Problem details: Only a number is wanted here: the number of lines of the data that include "labels".
□ □ □
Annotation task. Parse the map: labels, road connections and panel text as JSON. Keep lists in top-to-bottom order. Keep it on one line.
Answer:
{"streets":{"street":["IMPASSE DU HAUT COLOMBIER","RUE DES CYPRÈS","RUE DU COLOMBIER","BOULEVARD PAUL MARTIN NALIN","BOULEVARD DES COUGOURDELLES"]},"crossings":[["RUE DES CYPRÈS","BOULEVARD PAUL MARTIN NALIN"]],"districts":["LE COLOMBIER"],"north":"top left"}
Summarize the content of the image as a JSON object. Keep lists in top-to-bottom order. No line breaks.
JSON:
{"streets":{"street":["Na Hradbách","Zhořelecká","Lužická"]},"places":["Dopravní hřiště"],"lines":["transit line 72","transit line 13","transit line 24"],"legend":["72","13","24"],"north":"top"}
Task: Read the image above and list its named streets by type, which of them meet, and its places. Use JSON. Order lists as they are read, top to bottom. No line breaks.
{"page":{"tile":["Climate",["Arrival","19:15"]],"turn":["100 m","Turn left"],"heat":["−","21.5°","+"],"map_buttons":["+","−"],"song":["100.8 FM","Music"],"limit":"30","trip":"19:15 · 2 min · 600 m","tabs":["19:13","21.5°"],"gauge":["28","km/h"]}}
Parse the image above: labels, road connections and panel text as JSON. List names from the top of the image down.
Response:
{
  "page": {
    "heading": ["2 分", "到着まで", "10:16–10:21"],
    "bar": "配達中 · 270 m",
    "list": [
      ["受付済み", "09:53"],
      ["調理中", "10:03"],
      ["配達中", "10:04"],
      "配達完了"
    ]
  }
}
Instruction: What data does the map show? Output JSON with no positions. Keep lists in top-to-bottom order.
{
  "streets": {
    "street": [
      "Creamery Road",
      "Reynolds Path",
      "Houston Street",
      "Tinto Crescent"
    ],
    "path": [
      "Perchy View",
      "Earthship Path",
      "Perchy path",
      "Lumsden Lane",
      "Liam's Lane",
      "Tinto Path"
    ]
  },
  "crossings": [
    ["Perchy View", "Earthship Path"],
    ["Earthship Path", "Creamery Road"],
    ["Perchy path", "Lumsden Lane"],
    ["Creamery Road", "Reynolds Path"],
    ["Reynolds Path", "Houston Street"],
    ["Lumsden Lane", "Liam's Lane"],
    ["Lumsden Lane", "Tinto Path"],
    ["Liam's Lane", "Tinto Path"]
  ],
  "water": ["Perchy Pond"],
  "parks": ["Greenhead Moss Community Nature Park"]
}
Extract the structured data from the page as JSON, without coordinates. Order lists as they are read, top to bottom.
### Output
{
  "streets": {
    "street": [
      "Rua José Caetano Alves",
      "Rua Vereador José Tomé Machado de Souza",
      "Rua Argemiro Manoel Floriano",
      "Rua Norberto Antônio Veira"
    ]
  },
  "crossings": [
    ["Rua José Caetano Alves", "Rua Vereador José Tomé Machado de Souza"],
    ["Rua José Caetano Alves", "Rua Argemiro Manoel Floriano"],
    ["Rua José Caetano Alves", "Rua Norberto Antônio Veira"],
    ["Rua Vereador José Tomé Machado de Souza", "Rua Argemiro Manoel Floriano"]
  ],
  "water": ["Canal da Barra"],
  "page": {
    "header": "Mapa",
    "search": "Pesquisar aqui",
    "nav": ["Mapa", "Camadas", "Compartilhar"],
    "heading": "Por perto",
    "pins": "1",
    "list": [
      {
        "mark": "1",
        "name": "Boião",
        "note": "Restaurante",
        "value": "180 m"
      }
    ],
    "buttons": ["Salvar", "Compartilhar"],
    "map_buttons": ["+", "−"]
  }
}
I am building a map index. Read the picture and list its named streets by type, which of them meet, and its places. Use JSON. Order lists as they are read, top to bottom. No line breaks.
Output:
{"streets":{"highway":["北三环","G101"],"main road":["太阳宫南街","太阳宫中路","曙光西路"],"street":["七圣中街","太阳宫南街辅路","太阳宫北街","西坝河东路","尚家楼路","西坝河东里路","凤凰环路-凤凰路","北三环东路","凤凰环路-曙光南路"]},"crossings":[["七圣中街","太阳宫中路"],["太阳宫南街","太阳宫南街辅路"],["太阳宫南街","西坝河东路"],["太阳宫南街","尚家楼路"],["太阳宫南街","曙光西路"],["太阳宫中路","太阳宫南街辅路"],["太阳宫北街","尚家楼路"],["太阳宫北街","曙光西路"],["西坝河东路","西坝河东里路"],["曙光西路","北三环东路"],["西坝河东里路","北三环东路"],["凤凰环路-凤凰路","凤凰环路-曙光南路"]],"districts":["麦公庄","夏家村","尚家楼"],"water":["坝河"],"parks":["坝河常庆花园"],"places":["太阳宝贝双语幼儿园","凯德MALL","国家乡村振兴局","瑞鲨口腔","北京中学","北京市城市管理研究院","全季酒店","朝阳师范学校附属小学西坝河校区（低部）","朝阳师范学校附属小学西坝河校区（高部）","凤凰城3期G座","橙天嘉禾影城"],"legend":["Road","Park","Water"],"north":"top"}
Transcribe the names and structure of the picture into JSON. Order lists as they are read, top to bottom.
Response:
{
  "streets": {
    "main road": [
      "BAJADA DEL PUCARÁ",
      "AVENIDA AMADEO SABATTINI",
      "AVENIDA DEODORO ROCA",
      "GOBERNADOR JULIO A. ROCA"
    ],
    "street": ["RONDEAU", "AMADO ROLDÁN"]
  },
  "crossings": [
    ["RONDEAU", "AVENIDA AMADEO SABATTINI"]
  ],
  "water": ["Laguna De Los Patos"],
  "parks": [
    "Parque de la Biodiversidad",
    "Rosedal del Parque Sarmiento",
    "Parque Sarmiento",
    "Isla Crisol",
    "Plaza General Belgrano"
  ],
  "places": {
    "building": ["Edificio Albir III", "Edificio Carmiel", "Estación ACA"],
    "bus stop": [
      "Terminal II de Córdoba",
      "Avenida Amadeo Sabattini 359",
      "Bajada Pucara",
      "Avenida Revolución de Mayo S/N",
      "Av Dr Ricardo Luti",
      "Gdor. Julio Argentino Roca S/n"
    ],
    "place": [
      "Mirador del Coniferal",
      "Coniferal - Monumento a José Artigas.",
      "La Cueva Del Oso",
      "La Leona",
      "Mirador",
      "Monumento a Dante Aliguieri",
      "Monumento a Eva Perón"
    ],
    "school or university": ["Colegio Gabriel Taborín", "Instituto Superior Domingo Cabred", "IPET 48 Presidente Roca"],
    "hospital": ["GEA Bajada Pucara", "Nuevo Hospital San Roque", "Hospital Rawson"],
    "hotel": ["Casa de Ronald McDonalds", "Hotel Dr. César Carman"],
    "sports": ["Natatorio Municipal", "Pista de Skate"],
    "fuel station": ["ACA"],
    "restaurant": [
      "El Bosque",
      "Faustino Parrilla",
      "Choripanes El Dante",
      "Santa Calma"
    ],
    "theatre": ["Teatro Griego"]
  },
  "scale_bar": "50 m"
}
□ □ □
Exercise result: 2